§ Information:
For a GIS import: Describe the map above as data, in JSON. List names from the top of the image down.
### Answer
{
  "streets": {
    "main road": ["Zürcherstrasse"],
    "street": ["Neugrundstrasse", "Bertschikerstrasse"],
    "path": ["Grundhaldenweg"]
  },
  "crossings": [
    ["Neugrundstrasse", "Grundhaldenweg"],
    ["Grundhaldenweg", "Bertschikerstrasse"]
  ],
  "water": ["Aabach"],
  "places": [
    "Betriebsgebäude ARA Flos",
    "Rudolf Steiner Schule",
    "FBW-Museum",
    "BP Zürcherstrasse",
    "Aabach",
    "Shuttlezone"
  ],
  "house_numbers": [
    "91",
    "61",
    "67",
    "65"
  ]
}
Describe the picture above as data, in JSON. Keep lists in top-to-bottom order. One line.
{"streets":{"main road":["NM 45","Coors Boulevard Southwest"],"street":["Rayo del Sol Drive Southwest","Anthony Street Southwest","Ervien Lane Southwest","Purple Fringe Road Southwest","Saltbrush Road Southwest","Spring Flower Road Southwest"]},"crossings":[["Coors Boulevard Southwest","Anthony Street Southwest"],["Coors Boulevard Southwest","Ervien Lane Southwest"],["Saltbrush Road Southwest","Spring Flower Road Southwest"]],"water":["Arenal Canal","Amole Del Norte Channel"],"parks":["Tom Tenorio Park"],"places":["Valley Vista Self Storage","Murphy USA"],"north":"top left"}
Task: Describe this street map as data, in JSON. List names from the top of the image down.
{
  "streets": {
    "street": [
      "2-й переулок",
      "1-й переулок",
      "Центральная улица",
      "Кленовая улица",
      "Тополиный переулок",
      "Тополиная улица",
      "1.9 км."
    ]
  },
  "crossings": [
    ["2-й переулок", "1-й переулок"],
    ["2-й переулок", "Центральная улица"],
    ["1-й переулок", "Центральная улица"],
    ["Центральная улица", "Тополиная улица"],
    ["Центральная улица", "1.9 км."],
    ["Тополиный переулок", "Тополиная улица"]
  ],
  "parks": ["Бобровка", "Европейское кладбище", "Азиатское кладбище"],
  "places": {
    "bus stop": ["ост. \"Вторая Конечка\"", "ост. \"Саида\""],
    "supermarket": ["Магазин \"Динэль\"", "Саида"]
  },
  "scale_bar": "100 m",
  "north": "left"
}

§ Instructions for the task:
Whenever the word "Центральная" shows up in a line above, copy that line.

§ Answer to this exercise:
      "Центральная улица",
    ["2-й переулок", "Центральная улица"],
    ["1-й переулок", "Центральная улица"],
    ["Центральная улица", "Тополиная улица"],
    ["Центральная улица", "1.9 км."],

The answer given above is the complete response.